Going into rehab when I was 19 was hands down the hardest thing I've ever had to do in my life. My addiction started when I was around 17 and spiraled and spiraled out of control, as addictions always do. However, looking back, I'm so lucky my addiction started and ended when it did.
At 17, I was riddled with mental health struggles. Amid wrong diagnoses and an uphill battle trying to find the right physical and mental coping skills for me, I turned to every single outlet I could find, be it healthy or unhealthy, productive or destructive. At 17, I was living with my parents and finishing high school. I didn't know the true ins and outs of addiction — all I knew was what I felt and what I did. I didn't know who I was and I was looking for my identity in every single place but myself.
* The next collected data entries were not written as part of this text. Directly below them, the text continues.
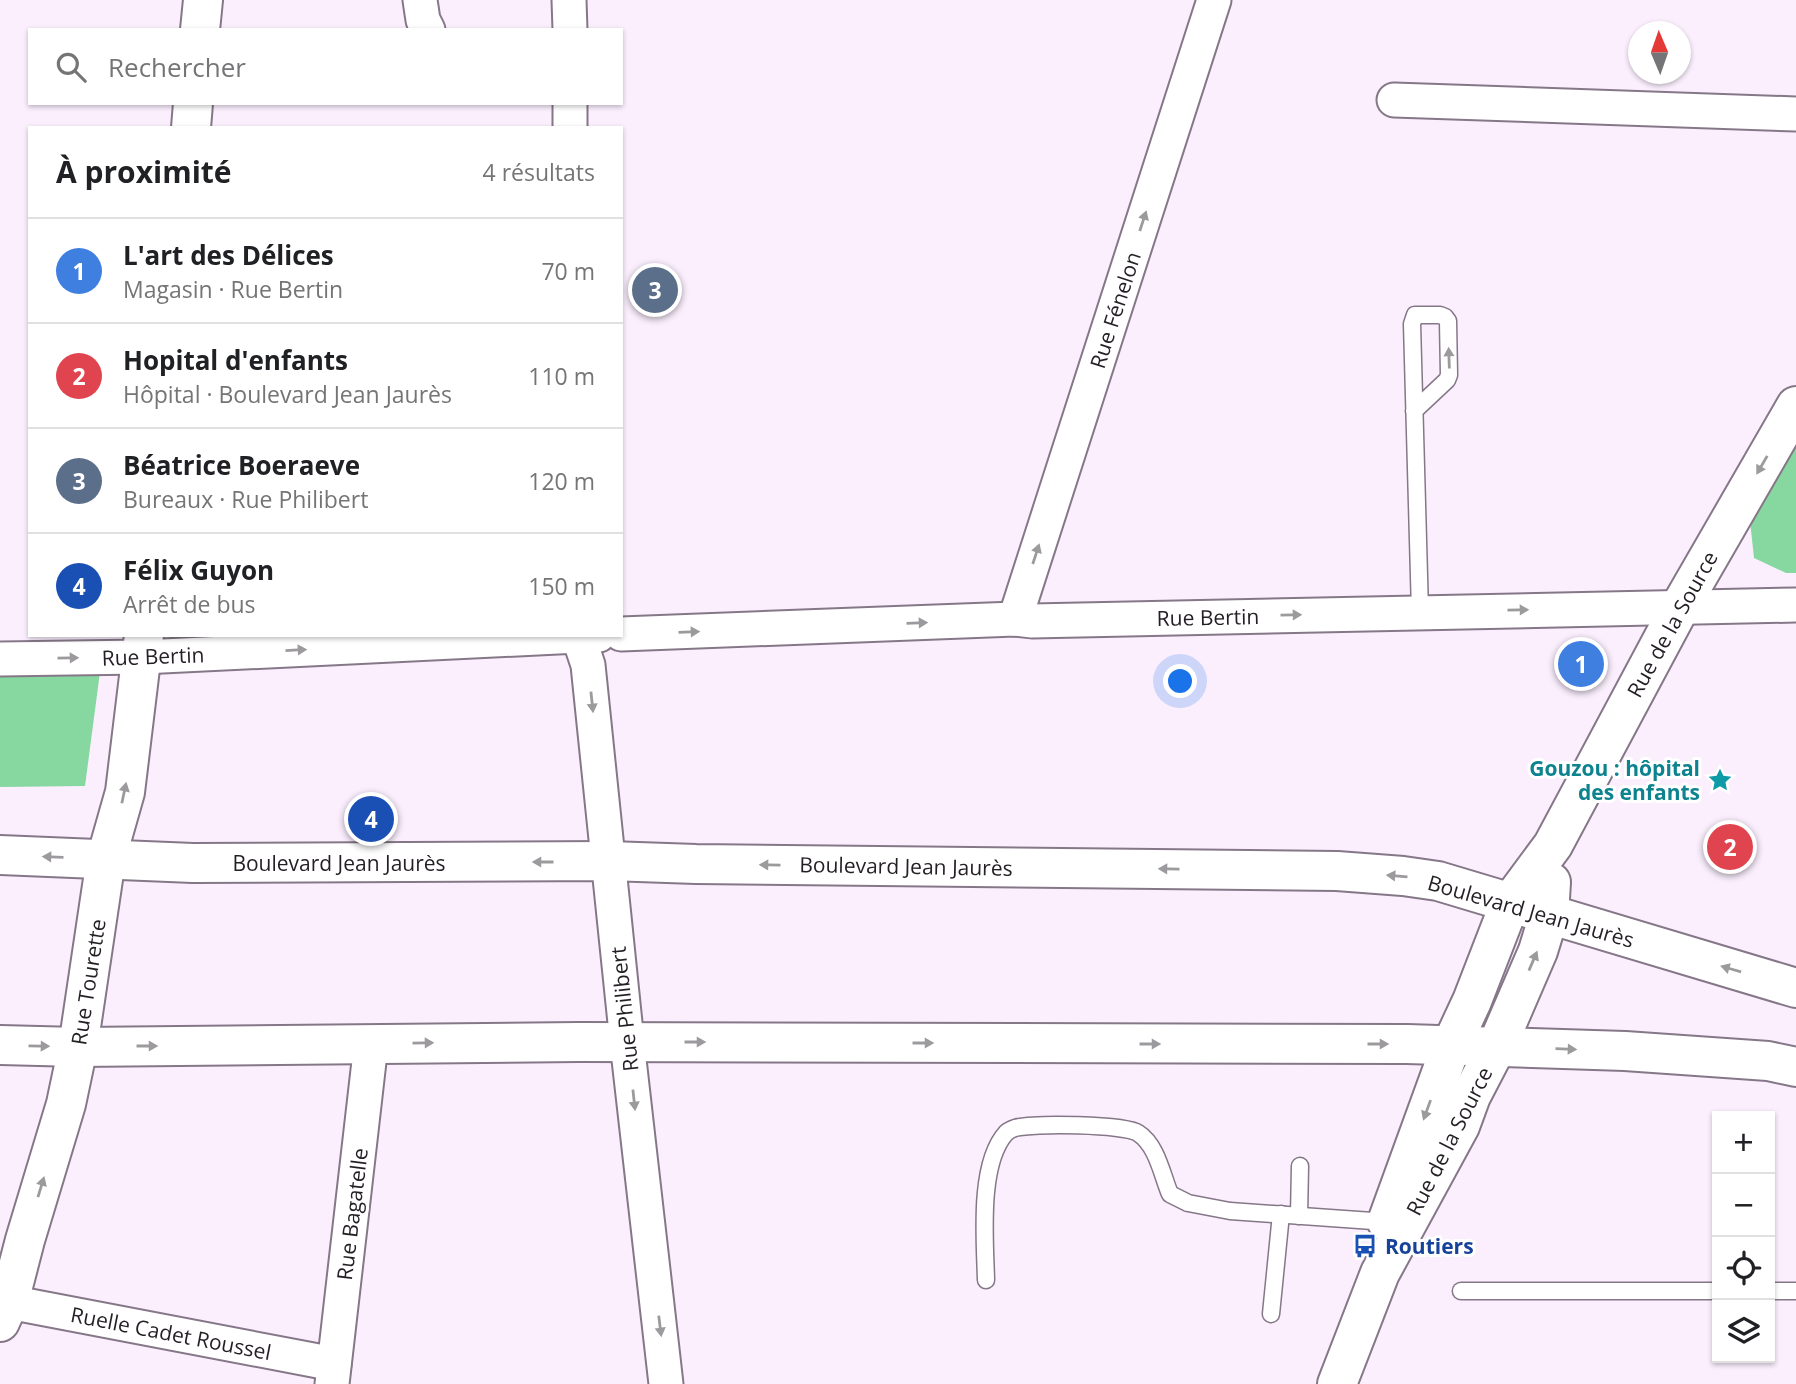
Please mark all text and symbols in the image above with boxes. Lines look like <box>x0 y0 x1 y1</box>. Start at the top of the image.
north arrow <box>1628 21 1691 84</box>
search box <box>28 28 623 105</box>
icon: search <box>52 48 90 86</box>
text: Rechercher <box>108 49 246 85</box>
text: À proximité <box>56 151 232 192</box>
text: 4 résultats <box>483 156 595 188</box>
one-way arrow <box>1138 210 1149 231</box>
text: L'art des Délices <box>123 237 334 273</box>
street label: Rue Fénelon <box>1083 248 1147 372</box>
text: 1 <box>72 255 86 287</box>
text: 70 m <box>541 255 595 287</box>
pin: 3 <box>632 264 678 316</box>
text: Magasin · Rue Bertin <box>123 273 343 305</box>
text: Hopital d'enfants <box>123 342 348 378</box>
one-way arrow <box>1443 346 1454 368</box>
text: 2 <box>72 360 86 392</box>
text: 110 m <box>528 360 595 392</box>
text: Hôpital · Boulevard Jean Jaurès <box>123 378 452 410</box>
text: Béatrice Boeraeve <box>123 447 360 483</box>
one-way arrow <box>1756 456 1768 475</box>
text: 3 <box>72 465 86 497</box>
text: 120 m <box>528 465 595 497</box>
text: Bureaux · Rue Philibert <box>123 483 368 515</box>
one-way arrow <box>1031 543 1042 564</box>
street label: Rue de la Source <box>1620 546 1724 702</box>
text: Félix Guyon <box>123 552 274 588</box>
text: 4 <box>72 570 86 602</box>
text: 150 m <box>528 570 595 602</box>
text: Arrêt de bus <box>123 588 256 620</box>
street label: Rue Bertin <box>1156 602 1260 632</box>
one-way arrow <box>1508 604 1530 616</box>
one-way arrow <box>1280 609 1302 621</box>
one-way arrow <box>906 617 928 628</box>
one-way arrow <box>679 626 701 637</box>
pin: 1 <box>1558 638 1604 690</box>
street label: Rue Bertin <box>101 640 205 672</box>
one-way arrow <box>285 644 307 655</box>
one-way arrow <box>57 653 79 664</box>
your location <box>1163 664 1197 698</box>
one-way arrow <box>587 691 598 713</box>
place label: Gouzou : hôpital des enfants <box>1529 754 1700 806</box>
place icon: Gouzou : hôpital des enfants <box>1706 766 1734 794</box>
one-way arrow <box>118 782 129 804</box>
pin: 4 <box>348 793 394 845</box>
pin: 2 <box>1707 821 1753 873</box>
street label: Boulevard Jean Jaurès <box>232 849 446 877</box>
street label: Boulevard Jean Jaurès <box>799 850 1013 882</box>
one-way arrow <box>42 852 64 863</box>
one-way arrow <box>532 856 554 868</box>
one-way arrow <box>759 859 781 871</box>
one-way arrow <box>1158 863 1180 875</box>
street label: Boulevard Jean Jaurès <box>1425 868 1637 954</box>
one-way arrow <box>1386 870 1408 881</box>
street label: Rue Tourette <box>64 917 112 1047</box>
street label: Rue Philibert <box>604 945 644 1073</box>
one-way arrow <box>1528 950 1539 971</box>
one-way arrow <box>1720 963 1741 973</box>
one-way arrow <box>685 1036 707 1048</box>
one-way arrow <box>912 1037 934 1049</box>
one-way arrow <box>412 1038 434 1049</box>
one-way arrow <box>1140 1038 1162 1050</box>
one-way arrow <box>1367 1038 1389 1050</box>
one-way arrow <box>28 1040 50 1052</box>
one-way arrow <box>136 1040 158 1052</box>
one-way arrow <box>1555 1043 1577 1054</box>
street label: Rue de la Source <box>1400 1062 1498 1220</box>
one-way arrow <box>628 1089 639 1111</box>
one-way arrow <box>1421 1099 1432 1120</box>
map controls <box>1712 1111 1775 1363</box>
button: + <box>1712 1111 1775 1174</box>
street label: Rue Bagatelle <box>330 1146 374 1282</box>
button: − <box>1712 1174 1775 1237</box>
one-way arrow <box>37 1176 47 1197</box>
bus stop icon: Routiers <box>1351 1232 1379 1260</box>
place label: Routiers <box>1385 1232 1474 1260</box>
button: locate <box>1712 1237 1775 1300</box>
street label: Ruelle Cadet Roussel <box>68 1300 274 1366</box>
button: layers <box>1712 1300 1775 1363</box>
one-way arrow <box>654 1315 665 1337</box>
I tried finding it in significant others, friends, various hobbies, and anything else I could grab on to. At 18, I thought I found what I really wanted to do and got my makeup artistry certification, swearing to never step foot on a university's campus. I made plan after plan to leave home and never look back, making a name for myself by my own hand and my hand alone. At 18, the world looked so much different for me than it did for most other 18-year-olds that I knew.
And then, at 19, I hit rock bottom.
At 19, I had hidden my addiction from everyone in my life so well, that even I found myself not believing it from time to time. That's why rehab at 19 was so shocking and confusing to everyone I knew. No one knew me as the liar that perfectly camouflaged my addiction. No one knew me as the drug user and abuser I kept under wraps for years. No one knew the mental and physical prison that I was trapped in until, at 19, it all came crashing down around me.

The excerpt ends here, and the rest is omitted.